The study, published in the journal Radiology, showed that a particular combination of three brain scans revealed changes in the "white matter" of the brain. This reflects changes in the nerves carrying information, predominantly focused in the right brain arcuate fasciculus, which connects the frontal and temporal lobes (a connection especially important in speech and word recognition).
The study also found global reduction in white matter volumes in people with CFS, which I believe is linked to peroxisomal dysfunction (a type of congenital disease characterized by the absence of normal levels of special parts within cells that contain enzymes responsible for critical cellular processes).
One CFS expert and researcher, Dr. Paul Cheney M.D. (The Cheney Clinic), has made similar observations on research in this area, noting that "The right anterior arcuate fasciculus was the white matter tract most significantly degraded and may therefore serve as a biomarker for CFS as this long tract degradation correlated with disease severity ... These tracts are important in short-term memory often reported by CFS cases and could impact the ability to repeat unfamiliar sounds and impair language comprehension."
Dr. Cheney further notes that these changes have been shown to be reversible, which is what we see clinically by treating with S.H.I.N.E.
A Few Implications
Cognitive dysfunction, often called "brain fog" is a key part of CFS and its painful cousin fibromyalgia. It does not result in a loss of intelligence, but rather the "brain fog" usually seen in CFS reflects more as difficulty with word finding and substitution and short-term memory. Interestingly, the current study shows evidence for nerve tract changes in the part of the brain involved in word finding and interpretation, confirming and helping us better understand what is being seen clinically.
As important? Unfortunately, a few doctors still have the abusive perspective that if they do not know what is wrong with the patient, then the person is crazy.

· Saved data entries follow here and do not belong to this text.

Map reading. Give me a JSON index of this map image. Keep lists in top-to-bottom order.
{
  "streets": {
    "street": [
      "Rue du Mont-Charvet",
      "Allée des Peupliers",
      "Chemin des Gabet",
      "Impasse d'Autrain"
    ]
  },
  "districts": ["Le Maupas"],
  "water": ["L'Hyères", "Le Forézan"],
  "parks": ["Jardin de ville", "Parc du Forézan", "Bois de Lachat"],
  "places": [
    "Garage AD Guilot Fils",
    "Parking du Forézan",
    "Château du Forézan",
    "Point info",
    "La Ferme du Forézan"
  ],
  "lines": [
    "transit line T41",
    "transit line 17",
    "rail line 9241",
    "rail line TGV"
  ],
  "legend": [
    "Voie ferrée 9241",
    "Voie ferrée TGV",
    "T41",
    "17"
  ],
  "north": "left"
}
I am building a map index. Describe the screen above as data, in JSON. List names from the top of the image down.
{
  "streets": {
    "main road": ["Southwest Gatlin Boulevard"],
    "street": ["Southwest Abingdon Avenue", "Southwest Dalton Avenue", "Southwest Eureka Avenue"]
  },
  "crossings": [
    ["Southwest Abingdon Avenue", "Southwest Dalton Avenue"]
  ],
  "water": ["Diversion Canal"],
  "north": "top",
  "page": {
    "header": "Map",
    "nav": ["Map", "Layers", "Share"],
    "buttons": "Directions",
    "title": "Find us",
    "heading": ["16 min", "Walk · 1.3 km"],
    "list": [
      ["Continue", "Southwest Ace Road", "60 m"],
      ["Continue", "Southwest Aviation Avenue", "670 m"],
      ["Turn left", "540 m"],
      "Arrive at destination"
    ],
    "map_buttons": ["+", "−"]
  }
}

This has resulted in over 80% of people with CFS, and is painful cousin fibromyalgia, being misdiagnosed with things like depression, neuroses, or having the illness attributed to their simply being female. It can be eye-opening to realize that the medical word hysteria comes from the Latin word "hysteron," which means uterus.
As has occurred in the past with many illnesses that afflict women more than men, and where a diagnostic lab test did not exist early in its exploration, some physicians have tried to make believe that the patient is simply crazy. This has happened with multiple sclerosis (called by some "hysterical paralysis"), rheumatoid arthritis, and more recently lupus. Now it's been CFS and fibromyalgia patients' turn to suffer from this. Fortunately, once testing was available to help make the diagnoses, MS, Lupus and rheumatoid arthritis went from being so-called "fictions made by hysterical women" to being real illnesses, and people suffering with these illness were finally given the emotional and physical support they needed, instead of the derision of ignorant and arrogant physicians.
With more and more studies proving conclusively that this is a real illness, physicians are starting to make the shift to understanding and compassion. For those remaining "Flat Earth" advocates — those who are still trying to make believe CFS and fibromyalgia are not real illnesses — this new study will hopefully bring them into the 21st century.
Attempting to invalidate this disabling and severe illness offers the busy physician an excuse to be lazy, which is easier than taking the time to properly learn about and care for patients with a complex illness, especially when insurance companies often will not pay for spending the needed time. It also allows an excuse for insurance companies (health and disability) to avoid paying patients billions of dollars they are due. Unfortunately, these "benefits" come at horrific costs to the patients' health.
The Simple Reality
CFS and fibromyalgia are clearly very real and devastating physical conditions. This was proven in our published placebo controlled study which showed that an integrated treatment protocol helped 91% of patients with an average 90% increase in quality of life. As the patients receiving placebo showed minimal improvement, while the active treatment patients showed dramatic improvement, this is clearly a real and physical illness.
We have effectively used the "S.H.I.N.E. Protocol" (Sleep, Hormonal support, Infection treatments, Nutritional support, and Exercise as able) in helping thousands of people.